My neighbors start calving as early as December and through February. Not only do they have to feed top quality feed for the last trimester but they have to feed for another 3-4 months until green grass. Much more expensive. Yes their calves can go to market earlier, but their weights aren"t any different and their feed costs are higher and they risk severe weather at calving time.

In a cow calf operation you have to match your herd to the environment in which they will live. In the wild, most ruminants calve when feed is most plentiful and the most nutritious. That"s what I try to do and this works for me. I will point out that our calves never see grain until they leave our ranch. We do not creep feed. Their diet is 100% forage.

You will have to think this through for yourself and come up with the most economic way to manage your herd. I"" say it again; YOU CANNOT STARVE A PROFIT OUT OF A COW! You want healthy mother cows, strong calves at birth, cows that rebreed in the post partum interval, and raise good healthy calves. feeding right is the key and cheapest way to makes sure the cows and calves strong immune systems keep them healthy.

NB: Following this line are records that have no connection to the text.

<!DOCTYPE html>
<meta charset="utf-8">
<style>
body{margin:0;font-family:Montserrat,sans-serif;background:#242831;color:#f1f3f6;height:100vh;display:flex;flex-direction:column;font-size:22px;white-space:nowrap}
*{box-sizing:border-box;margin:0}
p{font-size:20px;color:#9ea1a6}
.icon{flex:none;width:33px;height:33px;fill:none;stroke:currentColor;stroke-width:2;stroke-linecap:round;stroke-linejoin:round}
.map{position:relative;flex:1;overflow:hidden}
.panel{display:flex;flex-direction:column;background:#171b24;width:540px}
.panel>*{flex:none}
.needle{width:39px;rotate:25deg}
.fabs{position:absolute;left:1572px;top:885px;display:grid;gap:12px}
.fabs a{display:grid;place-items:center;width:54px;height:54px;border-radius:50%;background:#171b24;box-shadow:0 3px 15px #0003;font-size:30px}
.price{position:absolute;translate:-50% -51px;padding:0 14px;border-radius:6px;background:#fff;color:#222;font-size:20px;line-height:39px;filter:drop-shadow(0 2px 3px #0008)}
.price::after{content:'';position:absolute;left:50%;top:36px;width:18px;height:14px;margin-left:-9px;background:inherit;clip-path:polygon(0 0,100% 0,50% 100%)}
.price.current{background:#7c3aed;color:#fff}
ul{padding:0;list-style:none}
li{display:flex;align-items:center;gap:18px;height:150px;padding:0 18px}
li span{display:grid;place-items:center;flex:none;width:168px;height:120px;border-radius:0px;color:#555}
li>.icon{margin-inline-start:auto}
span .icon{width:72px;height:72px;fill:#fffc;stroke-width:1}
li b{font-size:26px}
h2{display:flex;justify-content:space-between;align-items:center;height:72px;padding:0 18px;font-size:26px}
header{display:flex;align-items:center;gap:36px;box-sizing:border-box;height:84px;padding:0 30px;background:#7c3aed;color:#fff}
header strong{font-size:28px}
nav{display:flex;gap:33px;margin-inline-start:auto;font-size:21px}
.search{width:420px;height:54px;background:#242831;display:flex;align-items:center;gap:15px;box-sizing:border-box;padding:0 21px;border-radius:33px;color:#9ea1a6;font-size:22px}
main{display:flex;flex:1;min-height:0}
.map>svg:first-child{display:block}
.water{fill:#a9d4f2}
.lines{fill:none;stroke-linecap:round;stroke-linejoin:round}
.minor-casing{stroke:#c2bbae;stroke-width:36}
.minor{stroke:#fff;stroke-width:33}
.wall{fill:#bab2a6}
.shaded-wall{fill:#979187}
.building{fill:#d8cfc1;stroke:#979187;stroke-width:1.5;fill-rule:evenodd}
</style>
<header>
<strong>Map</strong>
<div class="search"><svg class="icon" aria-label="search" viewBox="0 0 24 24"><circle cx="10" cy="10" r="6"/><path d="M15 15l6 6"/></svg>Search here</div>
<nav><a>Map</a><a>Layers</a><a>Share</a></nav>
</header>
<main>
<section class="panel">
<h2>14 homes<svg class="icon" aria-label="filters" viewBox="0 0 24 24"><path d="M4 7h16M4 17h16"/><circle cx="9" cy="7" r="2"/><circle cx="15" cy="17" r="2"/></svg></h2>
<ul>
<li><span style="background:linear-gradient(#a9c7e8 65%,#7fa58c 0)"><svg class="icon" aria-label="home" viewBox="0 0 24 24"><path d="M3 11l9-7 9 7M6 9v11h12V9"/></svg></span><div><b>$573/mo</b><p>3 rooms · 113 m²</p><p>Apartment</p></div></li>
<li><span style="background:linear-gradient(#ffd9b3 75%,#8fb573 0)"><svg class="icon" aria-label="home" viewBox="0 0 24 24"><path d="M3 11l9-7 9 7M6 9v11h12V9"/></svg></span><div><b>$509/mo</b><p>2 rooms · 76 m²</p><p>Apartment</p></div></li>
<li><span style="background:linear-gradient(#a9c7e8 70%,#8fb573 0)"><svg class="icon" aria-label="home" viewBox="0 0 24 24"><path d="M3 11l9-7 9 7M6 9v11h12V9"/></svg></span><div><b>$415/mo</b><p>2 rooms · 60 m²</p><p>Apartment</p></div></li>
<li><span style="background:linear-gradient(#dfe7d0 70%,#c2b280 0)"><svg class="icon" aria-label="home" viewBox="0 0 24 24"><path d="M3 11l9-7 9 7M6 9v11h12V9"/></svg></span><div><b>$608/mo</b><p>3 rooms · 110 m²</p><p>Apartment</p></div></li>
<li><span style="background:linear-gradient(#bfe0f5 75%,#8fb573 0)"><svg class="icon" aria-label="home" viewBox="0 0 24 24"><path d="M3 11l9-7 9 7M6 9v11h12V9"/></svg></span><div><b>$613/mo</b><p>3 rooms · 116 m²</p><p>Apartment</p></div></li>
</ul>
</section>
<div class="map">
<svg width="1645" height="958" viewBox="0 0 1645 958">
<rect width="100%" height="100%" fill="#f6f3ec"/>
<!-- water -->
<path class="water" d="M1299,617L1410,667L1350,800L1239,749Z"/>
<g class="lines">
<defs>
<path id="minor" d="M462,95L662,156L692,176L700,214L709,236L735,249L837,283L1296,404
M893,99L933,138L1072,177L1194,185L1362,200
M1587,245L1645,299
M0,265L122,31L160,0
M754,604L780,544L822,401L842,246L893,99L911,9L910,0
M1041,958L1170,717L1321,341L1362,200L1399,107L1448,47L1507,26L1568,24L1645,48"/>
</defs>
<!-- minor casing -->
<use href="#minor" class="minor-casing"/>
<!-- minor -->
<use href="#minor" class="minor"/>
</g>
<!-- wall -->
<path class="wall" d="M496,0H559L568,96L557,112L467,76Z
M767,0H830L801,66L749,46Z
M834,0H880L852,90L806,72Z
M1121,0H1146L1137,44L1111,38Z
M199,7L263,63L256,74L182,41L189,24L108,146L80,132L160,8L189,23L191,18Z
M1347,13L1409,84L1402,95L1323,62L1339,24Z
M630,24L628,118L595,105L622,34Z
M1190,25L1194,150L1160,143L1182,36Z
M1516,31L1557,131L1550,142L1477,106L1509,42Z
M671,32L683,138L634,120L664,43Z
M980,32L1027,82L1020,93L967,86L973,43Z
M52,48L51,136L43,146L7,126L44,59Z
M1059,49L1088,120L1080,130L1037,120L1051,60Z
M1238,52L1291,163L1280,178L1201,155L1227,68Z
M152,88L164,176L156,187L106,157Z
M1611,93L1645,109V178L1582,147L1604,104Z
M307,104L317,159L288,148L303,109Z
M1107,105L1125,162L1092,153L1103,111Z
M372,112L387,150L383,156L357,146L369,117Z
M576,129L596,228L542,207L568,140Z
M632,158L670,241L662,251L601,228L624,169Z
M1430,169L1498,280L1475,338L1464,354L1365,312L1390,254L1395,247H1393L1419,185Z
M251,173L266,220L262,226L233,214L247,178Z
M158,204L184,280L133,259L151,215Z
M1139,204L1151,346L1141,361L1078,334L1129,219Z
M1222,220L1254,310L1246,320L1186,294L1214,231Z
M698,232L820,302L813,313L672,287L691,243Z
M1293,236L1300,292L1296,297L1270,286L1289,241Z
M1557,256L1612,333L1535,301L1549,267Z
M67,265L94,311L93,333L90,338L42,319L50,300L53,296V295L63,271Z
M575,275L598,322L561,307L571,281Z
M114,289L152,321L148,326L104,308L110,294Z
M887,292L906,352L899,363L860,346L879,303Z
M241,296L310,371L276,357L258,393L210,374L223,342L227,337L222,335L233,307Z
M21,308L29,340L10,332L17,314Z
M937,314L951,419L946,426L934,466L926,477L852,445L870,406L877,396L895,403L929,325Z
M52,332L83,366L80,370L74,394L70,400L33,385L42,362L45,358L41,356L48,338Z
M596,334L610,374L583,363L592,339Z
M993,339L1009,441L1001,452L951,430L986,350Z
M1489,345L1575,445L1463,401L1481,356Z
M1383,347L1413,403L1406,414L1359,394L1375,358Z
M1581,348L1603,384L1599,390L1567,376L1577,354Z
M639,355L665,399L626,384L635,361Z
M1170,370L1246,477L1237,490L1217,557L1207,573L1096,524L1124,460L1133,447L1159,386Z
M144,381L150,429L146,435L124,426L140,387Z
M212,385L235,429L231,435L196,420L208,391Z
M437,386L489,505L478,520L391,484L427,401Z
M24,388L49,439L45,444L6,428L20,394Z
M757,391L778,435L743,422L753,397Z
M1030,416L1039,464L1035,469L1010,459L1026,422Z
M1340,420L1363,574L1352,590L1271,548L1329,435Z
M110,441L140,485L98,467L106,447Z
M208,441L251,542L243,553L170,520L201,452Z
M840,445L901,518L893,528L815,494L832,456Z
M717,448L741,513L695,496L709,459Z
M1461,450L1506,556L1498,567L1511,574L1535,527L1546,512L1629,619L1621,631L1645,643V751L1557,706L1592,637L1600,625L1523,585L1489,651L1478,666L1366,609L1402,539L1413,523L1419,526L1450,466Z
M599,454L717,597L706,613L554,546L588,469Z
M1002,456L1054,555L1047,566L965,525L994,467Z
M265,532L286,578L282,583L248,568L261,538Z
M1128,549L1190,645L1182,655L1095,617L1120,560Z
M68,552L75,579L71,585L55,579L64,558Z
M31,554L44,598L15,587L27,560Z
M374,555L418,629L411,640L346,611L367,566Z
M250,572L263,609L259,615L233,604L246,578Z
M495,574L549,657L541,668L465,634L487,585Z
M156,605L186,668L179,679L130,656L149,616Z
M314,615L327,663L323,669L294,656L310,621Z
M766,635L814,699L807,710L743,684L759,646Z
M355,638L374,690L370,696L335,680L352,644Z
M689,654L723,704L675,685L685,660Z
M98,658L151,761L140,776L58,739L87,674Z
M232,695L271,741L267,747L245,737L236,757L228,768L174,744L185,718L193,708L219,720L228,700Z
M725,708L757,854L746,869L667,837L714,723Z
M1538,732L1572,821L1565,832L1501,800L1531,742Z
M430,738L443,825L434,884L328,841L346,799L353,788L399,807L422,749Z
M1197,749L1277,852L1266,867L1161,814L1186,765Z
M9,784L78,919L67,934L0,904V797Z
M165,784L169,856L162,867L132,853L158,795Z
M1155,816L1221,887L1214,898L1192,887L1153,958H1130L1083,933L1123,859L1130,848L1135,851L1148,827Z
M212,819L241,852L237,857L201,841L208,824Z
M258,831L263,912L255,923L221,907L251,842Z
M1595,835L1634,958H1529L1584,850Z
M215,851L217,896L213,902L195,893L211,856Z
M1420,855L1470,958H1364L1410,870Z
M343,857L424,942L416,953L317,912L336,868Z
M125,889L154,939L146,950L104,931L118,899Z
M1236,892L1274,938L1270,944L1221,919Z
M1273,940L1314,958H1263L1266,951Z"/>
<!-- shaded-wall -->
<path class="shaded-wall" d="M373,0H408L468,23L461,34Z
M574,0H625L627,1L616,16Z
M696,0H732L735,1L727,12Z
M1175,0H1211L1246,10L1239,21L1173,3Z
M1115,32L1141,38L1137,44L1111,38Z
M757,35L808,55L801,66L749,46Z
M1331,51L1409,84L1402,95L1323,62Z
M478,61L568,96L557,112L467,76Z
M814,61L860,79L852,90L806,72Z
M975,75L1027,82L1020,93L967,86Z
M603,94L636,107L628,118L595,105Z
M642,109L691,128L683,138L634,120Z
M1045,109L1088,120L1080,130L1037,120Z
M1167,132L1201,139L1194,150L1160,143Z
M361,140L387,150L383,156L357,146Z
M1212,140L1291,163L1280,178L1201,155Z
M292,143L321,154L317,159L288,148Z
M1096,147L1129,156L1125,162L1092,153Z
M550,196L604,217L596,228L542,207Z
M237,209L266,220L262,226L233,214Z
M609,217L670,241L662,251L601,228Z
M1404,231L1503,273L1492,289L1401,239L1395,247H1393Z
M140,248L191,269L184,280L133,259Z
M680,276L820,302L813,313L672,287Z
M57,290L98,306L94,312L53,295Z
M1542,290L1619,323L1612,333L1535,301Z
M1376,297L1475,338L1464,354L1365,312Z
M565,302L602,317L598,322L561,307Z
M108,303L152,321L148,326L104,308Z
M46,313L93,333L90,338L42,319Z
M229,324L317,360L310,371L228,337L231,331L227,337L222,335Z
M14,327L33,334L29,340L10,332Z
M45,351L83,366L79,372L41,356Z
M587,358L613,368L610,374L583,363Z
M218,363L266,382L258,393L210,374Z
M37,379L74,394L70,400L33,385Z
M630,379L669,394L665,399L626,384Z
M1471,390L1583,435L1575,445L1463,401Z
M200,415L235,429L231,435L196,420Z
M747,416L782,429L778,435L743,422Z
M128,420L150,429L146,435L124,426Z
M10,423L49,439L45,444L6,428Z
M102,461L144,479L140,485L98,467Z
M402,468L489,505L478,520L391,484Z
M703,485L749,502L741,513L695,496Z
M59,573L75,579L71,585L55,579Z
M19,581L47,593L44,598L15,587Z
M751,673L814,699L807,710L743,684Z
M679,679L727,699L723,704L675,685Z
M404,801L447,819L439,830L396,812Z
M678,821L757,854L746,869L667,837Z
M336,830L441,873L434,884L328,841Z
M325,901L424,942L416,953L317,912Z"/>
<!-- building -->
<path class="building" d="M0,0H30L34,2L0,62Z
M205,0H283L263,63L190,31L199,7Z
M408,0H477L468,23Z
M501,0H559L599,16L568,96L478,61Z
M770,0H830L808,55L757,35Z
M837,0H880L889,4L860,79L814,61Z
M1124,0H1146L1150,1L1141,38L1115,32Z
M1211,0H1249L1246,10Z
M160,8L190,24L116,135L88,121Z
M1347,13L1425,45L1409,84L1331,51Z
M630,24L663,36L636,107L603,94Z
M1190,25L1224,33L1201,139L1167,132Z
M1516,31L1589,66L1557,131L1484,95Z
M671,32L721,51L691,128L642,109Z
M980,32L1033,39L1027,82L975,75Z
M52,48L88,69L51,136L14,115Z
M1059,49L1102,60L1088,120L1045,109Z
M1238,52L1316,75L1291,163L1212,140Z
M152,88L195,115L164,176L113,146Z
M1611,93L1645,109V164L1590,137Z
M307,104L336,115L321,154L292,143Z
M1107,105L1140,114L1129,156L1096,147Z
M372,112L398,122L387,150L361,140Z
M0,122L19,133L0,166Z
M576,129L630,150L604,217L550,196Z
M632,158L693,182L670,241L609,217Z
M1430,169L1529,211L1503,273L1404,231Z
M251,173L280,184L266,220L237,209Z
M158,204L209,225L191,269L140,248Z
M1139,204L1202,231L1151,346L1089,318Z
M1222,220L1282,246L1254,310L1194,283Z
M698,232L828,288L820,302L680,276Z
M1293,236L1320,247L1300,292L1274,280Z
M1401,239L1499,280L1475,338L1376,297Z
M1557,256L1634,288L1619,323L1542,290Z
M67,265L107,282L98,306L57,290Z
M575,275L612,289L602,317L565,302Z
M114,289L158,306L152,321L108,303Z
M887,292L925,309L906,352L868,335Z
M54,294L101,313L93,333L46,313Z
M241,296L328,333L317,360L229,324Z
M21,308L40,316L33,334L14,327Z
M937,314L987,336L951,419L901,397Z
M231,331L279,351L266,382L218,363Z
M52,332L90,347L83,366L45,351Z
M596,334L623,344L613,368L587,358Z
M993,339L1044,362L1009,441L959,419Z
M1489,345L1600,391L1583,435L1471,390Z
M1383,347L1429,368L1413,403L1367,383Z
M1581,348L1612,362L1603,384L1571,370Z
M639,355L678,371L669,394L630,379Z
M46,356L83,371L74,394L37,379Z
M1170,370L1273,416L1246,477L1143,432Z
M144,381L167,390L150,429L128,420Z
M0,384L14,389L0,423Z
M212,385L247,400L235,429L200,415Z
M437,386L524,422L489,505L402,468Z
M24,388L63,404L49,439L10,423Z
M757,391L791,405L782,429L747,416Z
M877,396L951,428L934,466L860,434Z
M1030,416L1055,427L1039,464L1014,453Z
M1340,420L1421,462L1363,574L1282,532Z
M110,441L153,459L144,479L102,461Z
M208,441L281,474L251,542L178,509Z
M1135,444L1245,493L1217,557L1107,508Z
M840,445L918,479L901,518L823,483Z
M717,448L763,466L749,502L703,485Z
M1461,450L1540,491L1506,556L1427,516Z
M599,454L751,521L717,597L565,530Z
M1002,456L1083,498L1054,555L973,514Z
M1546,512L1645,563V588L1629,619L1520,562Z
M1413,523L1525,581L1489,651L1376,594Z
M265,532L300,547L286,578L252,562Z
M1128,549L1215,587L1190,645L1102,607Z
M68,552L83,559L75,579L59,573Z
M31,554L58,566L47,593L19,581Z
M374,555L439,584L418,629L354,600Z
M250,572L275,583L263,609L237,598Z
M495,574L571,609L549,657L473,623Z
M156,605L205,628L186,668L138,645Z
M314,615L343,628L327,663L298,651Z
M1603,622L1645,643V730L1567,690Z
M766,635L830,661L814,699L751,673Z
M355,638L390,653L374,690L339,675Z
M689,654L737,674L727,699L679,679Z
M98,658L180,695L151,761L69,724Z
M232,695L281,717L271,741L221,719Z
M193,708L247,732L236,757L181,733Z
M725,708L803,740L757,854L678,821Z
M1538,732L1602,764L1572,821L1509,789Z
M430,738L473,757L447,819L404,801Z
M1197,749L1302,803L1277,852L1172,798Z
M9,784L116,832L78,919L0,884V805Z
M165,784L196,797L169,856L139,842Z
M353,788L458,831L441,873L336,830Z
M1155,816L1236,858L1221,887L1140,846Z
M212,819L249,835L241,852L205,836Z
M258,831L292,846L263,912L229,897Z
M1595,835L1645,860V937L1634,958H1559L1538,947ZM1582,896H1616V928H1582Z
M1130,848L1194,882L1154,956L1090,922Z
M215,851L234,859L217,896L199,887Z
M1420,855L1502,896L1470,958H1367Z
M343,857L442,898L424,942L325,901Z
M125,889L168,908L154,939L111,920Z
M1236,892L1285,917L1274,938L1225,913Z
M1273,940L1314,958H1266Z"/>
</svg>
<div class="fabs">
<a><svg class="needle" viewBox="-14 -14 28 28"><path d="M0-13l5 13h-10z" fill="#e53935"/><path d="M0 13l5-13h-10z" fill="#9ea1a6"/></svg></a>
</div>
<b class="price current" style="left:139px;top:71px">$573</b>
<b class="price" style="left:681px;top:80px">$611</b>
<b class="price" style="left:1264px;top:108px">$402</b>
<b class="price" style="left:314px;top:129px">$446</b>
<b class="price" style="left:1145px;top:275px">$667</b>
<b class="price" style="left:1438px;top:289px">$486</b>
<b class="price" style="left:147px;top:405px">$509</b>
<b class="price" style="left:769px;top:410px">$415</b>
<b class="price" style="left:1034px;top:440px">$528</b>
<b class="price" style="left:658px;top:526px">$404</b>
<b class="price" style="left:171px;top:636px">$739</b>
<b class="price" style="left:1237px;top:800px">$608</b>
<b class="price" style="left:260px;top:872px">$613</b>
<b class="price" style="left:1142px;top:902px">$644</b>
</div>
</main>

Good luck in your endeavor.
 
Beef should be butchered at about 1200 lbs. I have always said dairy steers should be
butchered heavier than that due to heavier frame, and less flesh on the frame. Your heavy
side at 1375 would probly be about right. I don't know if you would want to try to raise
beef and dairy beef together in sinc. It would be merely a guessing game as to what size of
each when putting them together. I don't think the holstiens being heavier would be a
problem, but how much heavier when put with the others so they are done at the same time
would be kind of hard to guess.
Having just 3 cows around creates other problems. They will have to be kept separate all
the time because you won't want to feed them the same as the feeder calves. Then there is
the breeding problem. They will need bred once a year, and you will need a bull for that.
Its really hard to rent a bull this day and age, and owning one for just 3 cows is pretty
much not justifiable. And even if you do own your own bull, its also going to have to be
kept separate a minimum of 3 months out of the year. If you don't, your cows will get bred
back before they are suppose to be.
So, you might want to re-think this. Might not be worth the extra headaches.
 
Over the years, Dad and I investigated this same question of our own. Each time we decided to continue to buy heifer calves and fatten them up rather than cow/calf. I have slowly expanded from 8-12 to 22-24 head each year. We just don't have the facilities for calving I would like (yes, they will calve just fine in the wild, sometimes), the cost of keeping the cows and bull, plus castration, shots, etc. I rarely break even, and never cover my time baling hay and growing corn, but there a a huge pile of free fertilizer to spread every year!!!
 
Thanks everyone. You guys brought up many points that I was hanging up on and some I hadn't thought through. I guess I wanted momma cows bad enough that I was trying to down play some of the negatives.

Guess my conclusion is going to be get more ground so I can make it worth my time to do cow/calf as a separate operation (doubtful) or find something else.